-- THE DATA --
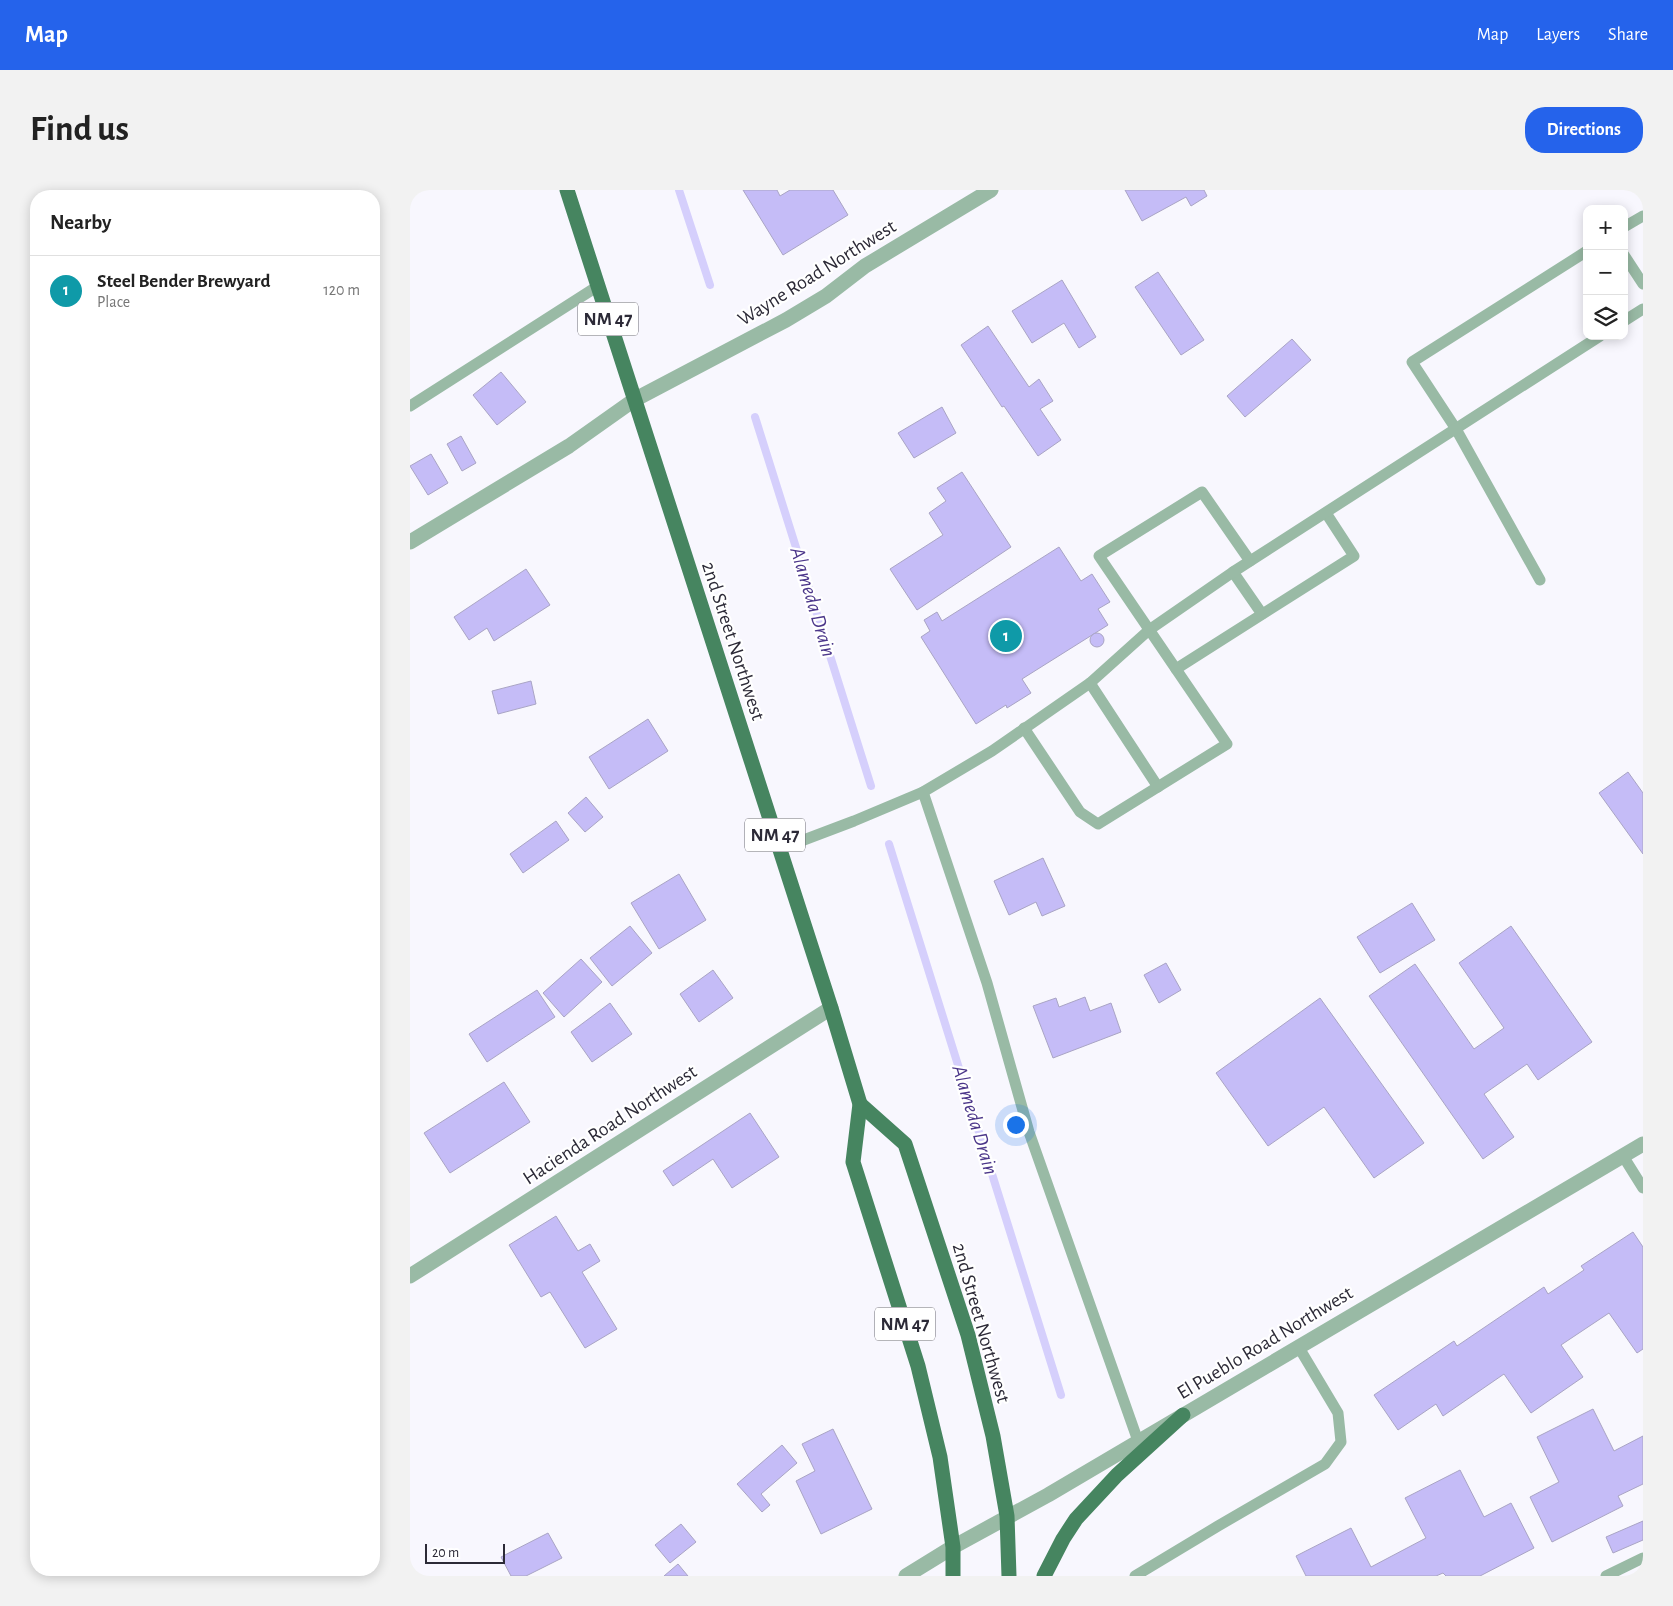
<!DOCTYPE html>
<html lang="en">
<head>
<meta charset="utf-8">
<style>
  :root { --surface:#fff; --page:#f2f2f2; --text:#222; --muted:#767676; --line:#e0e0e0; --accent:#2563eb }
  body { margin:0; font-family:"Alegreya Sans",sans-serif; background:var(--page); color:var(--text) }
  .controls { position:absolute; right:15px; top:15px; display:grid; overflow:hidden; border-radius:10px; box-shadow:0 2px 12px #0003 }
  .controls button { width:45px; height:45px; display:grid; place-items:center; padding:0; border:0; border-bottom:1px solid var(--line); background:var(--surface); color:var(--text); font:25px sans-serif }
  .scale { position:absolute; left:15px; bottom:12px; width:80px; box-sizing:border-box; padding-left:5px; border:2px solid #2c2a37; border-top:0; font-size:14px; line-height:18px; white-space:nowrap; color:#2c2a37; -webkit-text-stroke:4px #fff; paint-order:stroke }
  .you { position:absolute; left:605px; top:934px; width:18px; height:18px; margin:-12px; border:4px solid #fff; border-radius:50%; background:#1a73e8; box-shadow:0 0 0 8px #1a73e833 }
  .badge { display:grid; place-items:center; width:32px; height:32px; border-radius:50%; background:var(--accent); color:#fff; font-size:16px; font-weight:700 }
  .pin { position:absolute; translate:-50% -50%; border:2px solid #fff; box-shadow:0 1px 5px #0006 }
  .list { margin:0; padding:0; list-style:none }
  h2 { display:flex; justify-content:space-between; align-items:center; height:65px; margin:0; padding:0 20px; font-size:21px }
  h2 small { font-size:16px; font-weight:400; color:var(--muted) }
  .list li { display:grid; grid-template-columns:32px 1fr auto; gap:15px; align-items:center; box-sizing:border-box; height:70px; padding:0 20px; border-top:1px solid var(--line) }
  .list b { display:block; font-size:19px; white-space:nowrap }
  .list p { margin:0; font-size:16px; white-space:nowrap; color:var(--muted) }
  .list em { font-size:16px; font-style:normal; color:var(--muted) }
  .icon { flex:none; width:28px; height:28px; fill:none; stroke:currentColor; stroke-width:2; stroke-linecap:round; stroke-linejoin:round }
  .map { position:relative; flex:none; width:1233px; height:1386px; overflow:hidden; border-radius:20px }
  header { display:flex; align-items:center; gap:30px; box-sizing:border-box; height:70px; padding:0 25px; background:var(--accent); color:#fff }
  header strong { font-size:24px }
  nav { display:flex; gap:28px; margin-inline-start:auto; font-size:18px }
  .intro { display:flex; align-items:center; justify-content:space-between; box-sizing:border-box; height:120px; padding:0 30px }
  h1 { margin:0; font-size:35px }
  .button { padding:12px 22px; border-radius:20px; background:var(--accent); color:#fff; font-size:18px; font-weight:700 }
  main { display:flex; gap:30px; padding:0 30px }
  aside { flex:1; background:var(--surface); border-radius:20px; box-shadow:0 2px 12px #0003 }
  .map>svg:first-child { display:block }
  .lines { fill:none; stroke-linecap:round; stroke-linejoin:round }
  .stream { stroke:#d5cffc; stroke-width:8 }
  .building { fill:#c5bcf7; stroke:#a9a4c4 }
  .service { stroke:#99baa5; stroke-width:11 }
  .minor { stroke:#99baa5; stroke-width:15 }
  .tertiary { stroke:#99baa5; stroke-width:15 }
  .primary { stroke:#468560; stroke-width:15 }
  .labels { text-anchor:middle; dominant-baseline:central; stroke-width:4.5; stroke-linejoin:round; paint-order:stroke }
  .shield { fill:#fff; stroke:#6b6a73; stroke-width:1 }
  .shield-label { font-size:19px; font-weight:bold; fill:#2c2a37 }
  .street-label { font-size:20px; fill:#2c2a37; stroke:#fff }
  .water-label { font-size:21px; font-style:italic; fill:#4c378a; stroke:#fff }
</style>
</head>
<body>
<header>
<strong>Map</strong>
<nav><a>Map</a><a>Layers</a><a>Share</a></nav>
</header>
<div class="intro"><h1>Find us</h1><a class="button">Directions</a></div>
<main>
<aside>
<h2>Nearby<small></small></h2>
<ul class="list">
<li><span class="badge" style="background:#0f9aa8">1</span><div><b>Steel Bender Brewyard</b><p>Place</p></div><em>120 m</em></li>
</ul>
</aside>
<div class="map">
<svg width="1233" height="1386" viewBox="0 0 1233 1386">
  <rect width="100%" height="100%" fill="#f8f7fe"/>
  <g class="lines">
    <g class="stream">
      <path d="M 269,0 L 300,95"/>
      <path d="M 345,227 L 461,596"/>
      <path d="M 479,654 L 651,1205"/>
    </g>
  </g>
  <g class="building">
    <path d="M 333,0 L 367,0 L 370,6 L 380,0 L 423,0 L 438,25 L 373,65 Z"/>
    <path d="M 715,0 L 794,0 L 797,6 L 781,16 L 776,7 L 732,31 Z"/>
    <path d="M 748,82 L 794,150 L 771,165 L 725,97 Z"/>
    <path d="M 652,90 L 686,147 L 669,158 L 654,133 L 622,153 L 602,121 Z"/>
    <path d="M 578,136 L 619,197 L 629,189 L 643,211 L 630,219 L 651,250 L 628,266 L 594,216 L 592,217 L 551,155 Z"/>
    <path d="M 882,149 L 901,170 L 835,227 L 817,206 Z"/>
    <path d="M 91,182 L 116,212 L 87,235 L 63,205 Z"/>
    <path d="M 532,217 L 546,243 L 504,268 L 488,243 Z"/>
    <path d="M 51,246 L 66,273 L 52,281 L 37,254 Z"/>
    <path d="M 21,264 L 38,293 L 18,305 L 0,276 Z"/>
    <path d="M 552,282 L 601,357 L 507,420 L 480,379 L 533,345 L 519,323 L 536,311 L 527,298 Z"/>
    <path d="M 649,357 L 671,391 L 682,384 L 700,412 L 688,419 L 698,435 L 612,489 L 621,503 L 597,518 L 596,515 L 566,534 L 511,447 L 520,441 L 514,430 L 527,422 L 532,431 Z"/>
    <path d="M 116,379 L 140,415 L 84,451 L 77,438 L 59,450 L 44,427 Z"/>
    <circle cx="687" cy="450" r="7"/>
    <path d="M 121,491 L 126,514 L 88,524 L 82,501 Z"/>
    <path d="M 238,529 L 258,561 L 199,599 L 179,567 Z"/>
    <path d="M 1218,582 L 1233,603 L 1233,664 L 1189,603 Z"/>
    <path d="M 176,607 L 193,627 L 175,642 L 158,623 Z"/>
    <path d="M 146,631 L 159,650 L 113,683 L 100,664 Z"/>
    <path d="M 633,668 L 655,716 L 632,726 L 626,712 L 599,725 L 584,691 Z"/>
    <path d="M 269,684 L 296,730 L 249,759 L 221,713 Z"/>
    <path d="M 1002,713 L 1025,750 L 970,783 L 947,747 Z"/>
    <path d="M 220,736 L 242,763 L 202,796 L 180,768 Z"/>
    <path d="M 1101,736 L 1182,852 L 1128,890 L 1117,874 L 1074,904 L 1104,947 L 1073,969 L 959,806 L 1005,774 L 1064,859 L 1094,838 L 1049,773 Z"/>
    <path d="M 171,769 L 192,792 L 154,827 L 133,803 Z"/>
    <path d="M 756,773 L 771,800 L 749,813 L 734,785 Z"/>
    <path d="M 303,780 L 323,808 L 289,832 L 270,804 Z"/>
    <path d="M 127,800 L 145,827 L 77,872 L 59,844 Z"/>
    <path d="M 675,807 L 680,821 L 701,813 L 711,842 L 643,868 L 623,816 L 646,808 L 649,817 Z"/>
    <path d="M 910,808 L 1014,953 L 964,988 L 914,917 L 858,956 L 806,883 Z"/>
    <path d="M 200,813 L 222,844 L 182,872 L 161,842 Z"/>
    <path d="M 94,892 L 120,932 L 40,983 L 14,943 Z"/>
    <path d="M 340,923 L 369,967 L 322,998 L 303,969 L 263,996 L 253,981 Z"/>
    <path d="M 146,1026 L 168,1061 L 180,1054 L 190,1071 L 172,1082 L 207,1139 L 175,1158 L 140,1102 L 131,1107 L 99,1055 Z"/>
    <path d="M 1223,1042 L 1233,1057 L 1233,1159 L 1227,1163 L 1199,1123 L 1151,1155 L 1173,1187 L 1121,1223 L 1094,1184 L 1033,1226 L 1026,1214 L 988,1240 L 964,1205 L 1044,1151 L 1047,1156 L 1134,1097 L 1138,1104 L 1174,1080 L 1171,1076 Z"/>
    <path d="M 1183,1219 L 1204,1261 L 1233,1246 L 1233,1294 L 1208,1306 L 1213,1316 L 1142,1352 L 1120,1307 L 1149,1292 L 1127,1247 Z"/>
    <path d="M 423,1239 L 462,1319 L 411,1344 L 386,1291 L 405,1281 L 392,1254 Z"/>
    <path d="M 372,1255 L 387,1273 L 351,1304 L 360,1315 L 352,1322 L 327,1294 Z"/>
    <path d="M 1050,1280 L 1074,1327 L 1101,1313 L 1124,1358 L 1070,1386 L 1036,1386 L 1033,1383 L 1026,1386 L 896,1386 L 886,1366 L 941,1338 L 961,1377 L 1016,1348 L 995,1308 Z"/>
    <path d="M 1233,1331 L 1233,1350 L 1203,1363 L 1196,1347 Z"/>
    <path d="M 271,1334 L 286,1352 L 260,1373 L 245,1355 Z"/>
    <path d="M 138,1343 L 152,1368 L 116,1386 L 101,1386 L 91,1367 Z"/>
    <path d="M 268,1374 L 278,1386 L 254,1386 Z"/>
  </g>
  <g class="lines">
    <g class="service">
      <path d="M 1214,37 L 1233,26"/>
      <path d="M 1214,65 L 1233,94"/>
      <path d="M 1214,131 L 1233,119"/>
      <path d="M 0,216 L 188,96"/>
      <path d="M 823,382 L 852,424"/>
      <path d="M 1130,390 L 1046,239 L 1002,172 L 1177,61"/>
      <path d="M 766,479 L 944,366 L 916,323"/>
      <path d="M 680,493 L 748,597"/>
      <path d="M 614,538 L 670,622 L 688,634 L 817,554 L 689,366 L 792,302 L 840,371"/>
      <path d="M 513,602 L 582,561 L 680,493 L 739,440 L 823,382 L 1190,146"/>
      <path d="M 370,659 L 444,631 L 513,602 L 577,793 L 619,942 L 728,1251"/>
      <path d="M 1213,966 L 1233,998"/>
      <path d="M 725,1386 L 808,1336 L 915,1274 L 931,1252 L 928,1223 L 888,1156"/>
      <path d="M 1196,1386 L 1233,1368"/>
    </g>
    <g class="minor">
      <path d="M 0,352 L 159,256 L 224,210 L 376,130 L 416,106 L 455,76 L 581,0"/>
      <path d="M 0,1086 L 421,818"/>
    </g>
    <path class="tertiary" d="M 496,1386 L 543,1357 L 638,1305 L 1233,954"/>
    <g class="primary">
      <path d="M 157,0 L 421,818 L 450,914 L 443,972 L 508,1176 L 530,1267 L 543,1357 L 543,1386"/>
      <path d="M 450,914 L 495,954 L 558,1145 L 583,1246 L 597,1326 L 599,1386"/>
      <path d="M 634,1386 L 653,1349 L 666,1329 L 707,1285 L 773,1225"/>
    </g>
  </g>
  <g class="labels">
    <g class="shield">
      <rect x="168" y="112.5" width="60" height="33" rx="4"/>
      <rect x="335" y="628.5" width="60" height="33" rx="4"/>
      <rect x="465" y="1117.5" width="60" height="33" rx="4"/>
    </g>
    <g class="shield-label">
      <text x="198" y="129">NM 47</text>
      <text x="365" y="645">NM 47</text>
      <text x="495" y="1134">NM 47</text>
    </g>
    <g class="street-label">
      <text transform="translate(407 83) rotate(-32)">Wayne Road Northwest</text>
      <text transform="translate(323 451) rotate(72)">2nd Street Northwest</text>
      <text transform="translate(200 935) rotate(-33)">Hacienda Road Northwest</text>
      <text transform="translate(571 1133) rotate(74)">2nd Street Northwest</text>
      <text transform="translate(855 1153) rotate(-31)">El Pueblo Road Northwest</text>
    </g>
    <g class="water-label">
      <text transform="translate(403 412) rotate(73)">Alameda Drain</text>
      <text transform="translate(565 930) rotate(73)">Alameda Drain</text>
    </g>
  </g>
</svg>
<div class="controls">
<button>+</button>
<button>−</button>
<button><svg class="icon" aria-label="layers" viewBox="0 0 24 24"><path d="M12 4l9 5-9 5-9-5zM3 14l9 5 9-5"/></svg></button>
</div>
<div class="scale">20 m</div>
<div class="you"></div>
<div class="pin badge" style="left:596px;top:446px;background:#0f9aa8">1</div>
</div>
</main>
</body>
</html>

-- HOW TO COMPLETE THIS TASK --
Without any pictures, output exactly the lines from the start of the material through the line that contains "position:absolute; left:605px; top:934px;", and only those.

-- EXPECTED ANSWER --
<!DOCTYPE html>
<html lang="en">
<head>
<meta charset="utf-8">
<style>
  :root { --surface:#fff; --page:#f2f2f2; --text:#222; --muted:#767676; --line:#e0e0e0; --accent:#2563eb }
  body { margin:0; font-family:"Alegreya Sans",sans-serif; background:var(--page); color:var(--text) }
  .controls { position:absolute; right:15px; top:15px; display:grid; overflow:hidden; border-radius:10px; box-shadow:0 2px 12px #0003 }
  .controls button { width:45px; height:45px; display:grid; place-items:center; padding:0; border:0; border-bottom:1px solid var(--line); background:var(--surface); color:var(--text); font:25px sans-serif }
  .scale { position:absolute; left:15px; bottom:12px; width:80px; box-sizing:border-box; padding-left:5px; border:2px solid #2c2a37; border-top:0; font-size:14px; line-height:18px; white-space:nowrap; color:#2c2a37; -webkit-text-stroke:4px #fff; paint-order:stroke }
  .you { position:absolute; left:605px; top:934px; width:18px; height:18px; margin:-12px; border:4px solid #fff; border-radius:50%; background:#1a73e8; box-shadow:0 0 0 8px #1a73e833 }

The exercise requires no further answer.